In somma, io non posso nel cuore di un vero scrittore dar adito ad altro timore che a quello di non far bene abbastanza; né ad altro sperare che a quello di riuscire utile altrui, e glorioso a se stesso. Ammettendo un tale principio, si esamini se il sublime scrittore nel principiato potrá mai essere un ente vissuto fra i chiostri, un segretario di cardinale, un membro accademico, un signor di corte, un abate aspirante a benefici, un padre, o figlio, o marito, un legista, un lettore di universitá, un estensore di fogli periodici vendibili, un militare, un finanziere, un cavalier servente, o qualunque altr’uomo in somma che, per le sue serve circostanze, sia costretto a temere altro che la vergogna del male scrivere, o a desiderare altro che il pregio e la fama della eccellenza.
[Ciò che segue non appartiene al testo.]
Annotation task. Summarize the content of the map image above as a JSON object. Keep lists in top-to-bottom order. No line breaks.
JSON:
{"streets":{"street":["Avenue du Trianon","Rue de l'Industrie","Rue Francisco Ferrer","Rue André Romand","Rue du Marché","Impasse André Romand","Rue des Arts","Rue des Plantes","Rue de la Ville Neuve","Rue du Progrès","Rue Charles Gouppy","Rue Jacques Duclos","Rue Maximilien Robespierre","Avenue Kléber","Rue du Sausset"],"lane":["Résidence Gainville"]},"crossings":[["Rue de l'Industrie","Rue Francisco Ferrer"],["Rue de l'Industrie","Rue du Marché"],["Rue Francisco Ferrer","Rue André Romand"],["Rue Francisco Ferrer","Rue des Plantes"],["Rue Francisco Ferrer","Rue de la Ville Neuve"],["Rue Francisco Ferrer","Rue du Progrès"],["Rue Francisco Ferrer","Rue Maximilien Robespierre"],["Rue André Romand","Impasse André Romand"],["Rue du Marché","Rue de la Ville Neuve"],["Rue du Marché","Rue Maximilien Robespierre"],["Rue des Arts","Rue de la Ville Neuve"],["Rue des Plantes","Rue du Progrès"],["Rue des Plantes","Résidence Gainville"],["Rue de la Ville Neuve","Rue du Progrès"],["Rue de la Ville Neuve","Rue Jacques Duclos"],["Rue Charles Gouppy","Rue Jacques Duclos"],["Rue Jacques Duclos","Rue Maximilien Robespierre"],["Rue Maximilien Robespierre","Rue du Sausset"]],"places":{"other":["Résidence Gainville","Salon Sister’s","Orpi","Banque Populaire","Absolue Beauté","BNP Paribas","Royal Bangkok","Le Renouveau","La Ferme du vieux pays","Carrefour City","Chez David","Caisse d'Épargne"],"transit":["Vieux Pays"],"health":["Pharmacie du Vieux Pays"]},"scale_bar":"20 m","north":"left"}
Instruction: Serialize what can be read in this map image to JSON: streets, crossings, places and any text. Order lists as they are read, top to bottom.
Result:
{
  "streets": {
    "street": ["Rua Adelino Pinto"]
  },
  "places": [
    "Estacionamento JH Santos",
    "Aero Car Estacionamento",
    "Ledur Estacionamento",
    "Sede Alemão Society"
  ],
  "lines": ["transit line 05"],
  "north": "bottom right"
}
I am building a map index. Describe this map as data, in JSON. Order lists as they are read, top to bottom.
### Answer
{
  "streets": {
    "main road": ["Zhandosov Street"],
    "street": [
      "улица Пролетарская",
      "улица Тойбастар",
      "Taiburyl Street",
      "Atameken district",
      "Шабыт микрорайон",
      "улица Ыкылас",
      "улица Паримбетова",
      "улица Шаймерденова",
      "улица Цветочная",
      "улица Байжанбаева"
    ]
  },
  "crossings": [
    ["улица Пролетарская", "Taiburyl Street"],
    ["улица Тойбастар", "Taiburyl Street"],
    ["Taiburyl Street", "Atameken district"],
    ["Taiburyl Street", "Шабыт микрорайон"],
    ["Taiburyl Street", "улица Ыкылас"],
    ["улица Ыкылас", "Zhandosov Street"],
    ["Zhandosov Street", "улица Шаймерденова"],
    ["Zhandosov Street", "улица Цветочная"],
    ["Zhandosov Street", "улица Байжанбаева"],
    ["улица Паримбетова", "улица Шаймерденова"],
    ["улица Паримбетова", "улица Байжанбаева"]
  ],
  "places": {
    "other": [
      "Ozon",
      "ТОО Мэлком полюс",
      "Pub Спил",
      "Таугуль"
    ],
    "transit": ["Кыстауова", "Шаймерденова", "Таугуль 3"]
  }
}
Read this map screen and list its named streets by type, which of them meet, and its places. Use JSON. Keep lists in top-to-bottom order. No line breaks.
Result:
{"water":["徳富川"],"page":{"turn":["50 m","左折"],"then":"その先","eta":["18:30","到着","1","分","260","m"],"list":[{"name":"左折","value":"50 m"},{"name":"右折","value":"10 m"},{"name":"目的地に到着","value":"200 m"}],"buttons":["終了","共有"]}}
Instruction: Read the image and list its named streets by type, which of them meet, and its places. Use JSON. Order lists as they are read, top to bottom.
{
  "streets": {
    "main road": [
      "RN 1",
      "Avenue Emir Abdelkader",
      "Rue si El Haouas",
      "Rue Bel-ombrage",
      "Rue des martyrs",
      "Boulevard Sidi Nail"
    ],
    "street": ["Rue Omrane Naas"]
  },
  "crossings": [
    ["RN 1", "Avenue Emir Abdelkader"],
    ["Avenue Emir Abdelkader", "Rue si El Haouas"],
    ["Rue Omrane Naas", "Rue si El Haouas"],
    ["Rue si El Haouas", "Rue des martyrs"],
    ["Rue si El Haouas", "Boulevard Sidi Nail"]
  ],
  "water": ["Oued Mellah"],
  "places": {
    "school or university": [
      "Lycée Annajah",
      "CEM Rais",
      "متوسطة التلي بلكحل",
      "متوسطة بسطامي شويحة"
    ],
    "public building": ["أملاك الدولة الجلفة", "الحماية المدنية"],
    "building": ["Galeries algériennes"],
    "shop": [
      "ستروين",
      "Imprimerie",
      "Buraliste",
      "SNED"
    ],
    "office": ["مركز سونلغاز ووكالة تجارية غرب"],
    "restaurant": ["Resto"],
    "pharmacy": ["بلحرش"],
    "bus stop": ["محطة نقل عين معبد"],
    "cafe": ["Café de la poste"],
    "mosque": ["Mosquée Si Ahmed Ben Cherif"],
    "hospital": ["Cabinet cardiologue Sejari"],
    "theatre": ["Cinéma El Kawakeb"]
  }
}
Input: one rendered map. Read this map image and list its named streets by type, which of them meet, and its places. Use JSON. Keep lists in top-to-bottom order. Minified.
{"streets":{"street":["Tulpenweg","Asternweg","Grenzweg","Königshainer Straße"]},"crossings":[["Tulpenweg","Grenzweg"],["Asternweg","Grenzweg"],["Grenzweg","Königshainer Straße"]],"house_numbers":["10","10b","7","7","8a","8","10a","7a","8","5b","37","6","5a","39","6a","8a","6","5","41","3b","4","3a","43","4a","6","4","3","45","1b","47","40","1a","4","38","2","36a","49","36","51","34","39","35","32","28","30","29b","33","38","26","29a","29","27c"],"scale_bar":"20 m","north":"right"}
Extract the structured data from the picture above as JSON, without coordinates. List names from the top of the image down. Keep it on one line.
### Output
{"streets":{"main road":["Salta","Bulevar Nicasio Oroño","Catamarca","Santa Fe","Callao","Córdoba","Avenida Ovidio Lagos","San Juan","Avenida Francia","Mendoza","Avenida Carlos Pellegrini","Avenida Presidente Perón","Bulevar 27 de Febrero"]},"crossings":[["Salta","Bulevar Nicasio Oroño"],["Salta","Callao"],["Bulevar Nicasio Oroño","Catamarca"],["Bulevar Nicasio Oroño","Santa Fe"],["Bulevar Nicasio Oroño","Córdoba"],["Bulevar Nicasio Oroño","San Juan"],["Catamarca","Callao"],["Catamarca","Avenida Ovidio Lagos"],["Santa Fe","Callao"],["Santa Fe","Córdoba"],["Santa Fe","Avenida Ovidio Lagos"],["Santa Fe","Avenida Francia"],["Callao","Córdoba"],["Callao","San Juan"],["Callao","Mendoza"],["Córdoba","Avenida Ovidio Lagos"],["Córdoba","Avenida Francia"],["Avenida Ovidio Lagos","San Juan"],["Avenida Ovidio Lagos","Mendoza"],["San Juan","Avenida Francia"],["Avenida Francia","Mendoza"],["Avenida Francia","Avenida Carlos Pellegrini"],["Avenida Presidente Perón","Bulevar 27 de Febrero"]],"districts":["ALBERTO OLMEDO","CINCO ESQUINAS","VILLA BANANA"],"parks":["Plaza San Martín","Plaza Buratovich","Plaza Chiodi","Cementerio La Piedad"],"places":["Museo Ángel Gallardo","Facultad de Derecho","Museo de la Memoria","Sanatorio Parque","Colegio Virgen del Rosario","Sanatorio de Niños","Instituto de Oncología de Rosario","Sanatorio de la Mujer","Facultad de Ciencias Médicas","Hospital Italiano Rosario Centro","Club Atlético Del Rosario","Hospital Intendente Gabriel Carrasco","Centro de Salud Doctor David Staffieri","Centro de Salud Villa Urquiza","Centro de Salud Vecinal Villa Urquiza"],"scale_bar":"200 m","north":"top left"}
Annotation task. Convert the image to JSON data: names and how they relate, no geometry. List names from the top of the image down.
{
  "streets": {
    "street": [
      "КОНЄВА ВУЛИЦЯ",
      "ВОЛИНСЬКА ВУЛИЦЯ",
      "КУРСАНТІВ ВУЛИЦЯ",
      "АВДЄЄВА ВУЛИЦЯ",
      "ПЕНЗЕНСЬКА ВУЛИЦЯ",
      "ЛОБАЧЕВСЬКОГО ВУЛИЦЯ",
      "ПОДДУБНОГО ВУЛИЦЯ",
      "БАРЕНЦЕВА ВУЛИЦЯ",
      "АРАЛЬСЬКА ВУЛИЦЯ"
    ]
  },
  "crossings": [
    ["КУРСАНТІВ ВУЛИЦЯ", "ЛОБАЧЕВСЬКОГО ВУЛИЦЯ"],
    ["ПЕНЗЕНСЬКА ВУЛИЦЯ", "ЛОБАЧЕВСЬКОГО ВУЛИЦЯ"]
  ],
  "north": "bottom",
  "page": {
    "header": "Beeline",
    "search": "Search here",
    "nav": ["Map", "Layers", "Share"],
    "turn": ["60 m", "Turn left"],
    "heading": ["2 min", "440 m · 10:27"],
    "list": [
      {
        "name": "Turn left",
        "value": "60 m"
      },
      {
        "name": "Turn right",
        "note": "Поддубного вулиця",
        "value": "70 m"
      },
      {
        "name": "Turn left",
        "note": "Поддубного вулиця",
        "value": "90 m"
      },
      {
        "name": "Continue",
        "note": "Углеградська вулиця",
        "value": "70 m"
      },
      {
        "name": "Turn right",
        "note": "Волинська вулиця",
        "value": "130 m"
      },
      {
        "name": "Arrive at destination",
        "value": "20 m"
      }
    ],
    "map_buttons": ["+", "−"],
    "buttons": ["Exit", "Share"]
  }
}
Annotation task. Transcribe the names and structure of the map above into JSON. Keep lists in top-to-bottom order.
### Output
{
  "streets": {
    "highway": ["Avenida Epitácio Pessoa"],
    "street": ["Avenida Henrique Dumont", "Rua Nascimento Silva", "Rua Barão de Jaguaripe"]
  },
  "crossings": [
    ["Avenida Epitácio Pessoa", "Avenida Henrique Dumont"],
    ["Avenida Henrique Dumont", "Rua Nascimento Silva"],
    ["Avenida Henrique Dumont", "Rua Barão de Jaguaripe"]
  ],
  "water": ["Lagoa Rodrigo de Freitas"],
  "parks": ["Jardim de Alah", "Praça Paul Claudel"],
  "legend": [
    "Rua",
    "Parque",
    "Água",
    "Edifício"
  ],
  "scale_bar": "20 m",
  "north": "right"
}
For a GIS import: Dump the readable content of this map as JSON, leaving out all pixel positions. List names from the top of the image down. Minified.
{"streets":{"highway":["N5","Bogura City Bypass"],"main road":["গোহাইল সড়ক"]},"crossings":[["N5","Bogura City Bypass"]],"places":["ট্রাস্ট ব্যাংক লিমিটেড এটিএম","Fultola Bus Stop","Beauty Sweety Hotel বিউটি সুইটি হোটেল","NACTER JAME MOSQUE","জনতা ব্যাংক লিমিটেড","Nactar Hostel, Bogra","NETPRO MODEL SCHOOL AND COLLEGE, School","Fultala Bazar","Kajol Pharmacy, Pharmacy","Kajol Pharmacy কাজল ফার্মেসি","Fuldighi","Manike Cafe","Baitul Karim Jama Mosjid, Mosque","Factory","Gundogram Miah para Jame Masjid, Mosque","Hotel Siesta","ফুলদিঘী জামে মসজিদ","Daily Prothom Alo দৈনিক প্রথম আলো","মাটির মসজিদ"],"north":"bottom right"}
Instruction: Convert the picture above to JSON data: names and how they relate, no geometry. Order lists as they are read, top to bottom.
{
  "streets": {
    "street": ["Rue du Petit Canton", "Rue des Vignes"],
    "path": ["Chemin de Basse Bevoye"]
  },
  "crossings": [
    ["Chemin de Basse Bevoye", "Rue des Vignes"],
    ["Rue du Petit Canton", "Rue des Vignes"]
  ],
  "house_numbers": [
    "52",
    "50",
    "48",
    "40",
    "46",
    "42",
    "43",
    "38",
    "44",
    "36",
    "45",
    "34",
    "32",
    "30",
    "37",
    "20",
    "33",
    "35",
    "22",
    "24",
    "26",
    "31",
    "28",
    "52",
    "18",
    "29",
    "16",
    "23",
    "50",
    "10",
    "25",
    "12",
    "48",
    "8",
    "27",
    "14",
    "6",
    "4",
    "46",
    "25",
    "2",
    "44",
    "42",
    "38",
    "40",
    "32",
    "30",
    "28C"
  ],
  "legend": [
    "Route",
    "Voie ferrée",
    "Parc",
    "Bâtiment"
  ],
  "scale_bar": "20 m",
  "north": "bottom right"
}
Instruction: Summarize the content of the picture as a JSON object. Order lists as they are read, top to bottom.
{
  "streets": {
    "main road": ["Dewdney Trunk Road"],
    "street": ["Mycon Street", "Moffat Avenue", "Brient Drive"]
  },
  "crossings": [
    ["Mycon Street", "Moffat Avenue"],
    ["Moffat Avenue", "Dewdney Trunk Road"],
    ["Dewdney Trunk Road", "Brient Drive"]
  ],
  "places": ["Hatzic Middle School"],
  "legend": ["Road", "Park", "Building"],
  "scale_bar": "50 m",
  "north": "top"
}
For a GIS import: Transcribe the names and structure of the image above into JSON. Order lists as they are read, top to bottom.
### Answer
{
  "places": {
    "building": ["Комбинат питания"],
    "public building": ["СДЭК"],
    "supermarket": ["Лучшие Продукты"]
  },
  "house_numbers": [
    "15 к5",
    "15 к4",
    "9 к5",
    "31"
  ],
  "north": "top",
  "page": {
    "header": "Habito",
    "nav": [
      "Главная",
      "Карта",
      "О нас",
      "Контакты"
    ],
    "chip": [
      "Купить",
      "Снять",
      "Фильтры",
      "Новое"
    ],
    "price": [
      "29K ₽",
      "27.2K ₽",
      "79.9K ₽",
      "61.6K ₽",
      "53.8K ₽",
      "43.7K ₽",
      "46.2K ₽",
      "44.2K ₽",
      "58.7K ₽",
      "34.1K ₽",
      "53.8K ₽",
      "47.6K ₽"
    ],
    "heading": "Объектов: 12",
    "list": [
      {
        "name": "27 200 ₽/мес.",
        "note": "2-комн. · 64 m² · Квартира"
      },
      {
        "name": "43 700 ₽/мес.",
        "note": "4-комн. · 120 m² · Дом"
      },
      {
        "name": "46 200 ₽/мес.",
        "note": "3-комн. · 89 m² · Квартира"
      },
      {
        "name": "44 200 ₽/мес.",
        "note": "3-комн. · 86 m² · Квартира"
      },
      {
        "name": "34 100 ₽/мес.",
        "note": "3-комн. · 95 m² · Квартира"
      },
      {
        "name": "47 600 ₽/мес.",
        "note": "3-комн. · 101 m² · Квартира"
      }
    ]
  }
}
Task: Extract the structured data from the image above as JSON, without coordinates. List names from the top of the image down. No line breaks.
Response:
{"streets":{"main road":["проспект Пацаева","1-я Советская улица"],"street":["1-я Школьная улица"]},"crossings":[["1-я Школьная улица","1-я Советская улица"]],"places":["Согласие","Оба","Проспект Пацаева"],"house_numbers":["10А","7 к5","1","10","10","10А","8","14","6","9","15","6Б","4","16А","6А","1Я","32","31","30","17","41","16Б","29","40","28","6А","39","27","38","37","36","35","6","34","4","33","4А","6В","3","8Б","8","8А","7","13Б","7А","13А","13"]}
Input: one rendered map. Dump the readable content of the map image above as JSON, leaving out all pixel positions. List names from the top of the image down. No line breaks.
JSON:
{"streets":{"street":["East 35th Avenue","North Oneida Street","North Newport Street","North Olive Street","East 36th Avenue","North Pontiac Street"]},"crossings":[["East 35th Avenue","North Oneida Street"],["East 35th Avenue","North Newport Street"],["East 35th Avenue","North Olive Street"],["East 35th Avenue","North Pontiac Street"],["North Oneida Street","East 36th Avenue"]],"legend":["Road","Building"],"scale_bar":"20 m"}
Rimanendo per se stessa esclusa da quest’arte una cosí immensa turba di non-uomini, a pochissimi uomini mi rimane a parlare. A quelli dunque che letterati veri ardiscano e possono farsi, dico che, senza scapito massimo dell’arte, non possono essi lasciarsi proteggere da chi che sia. Ed ella è cosa certa pur troppo che, se essi faranno interamente il severissimo loro dovere, di professar sempre e dire con energia la veritá, non dureranno fatica veruna per sottrarsi da ogni protezione: tolta però sempre quella del pubblico illuminato, quando perverrá ad esserlo; protezione, la sola, che onoratamente si possa e bramare e ricevere.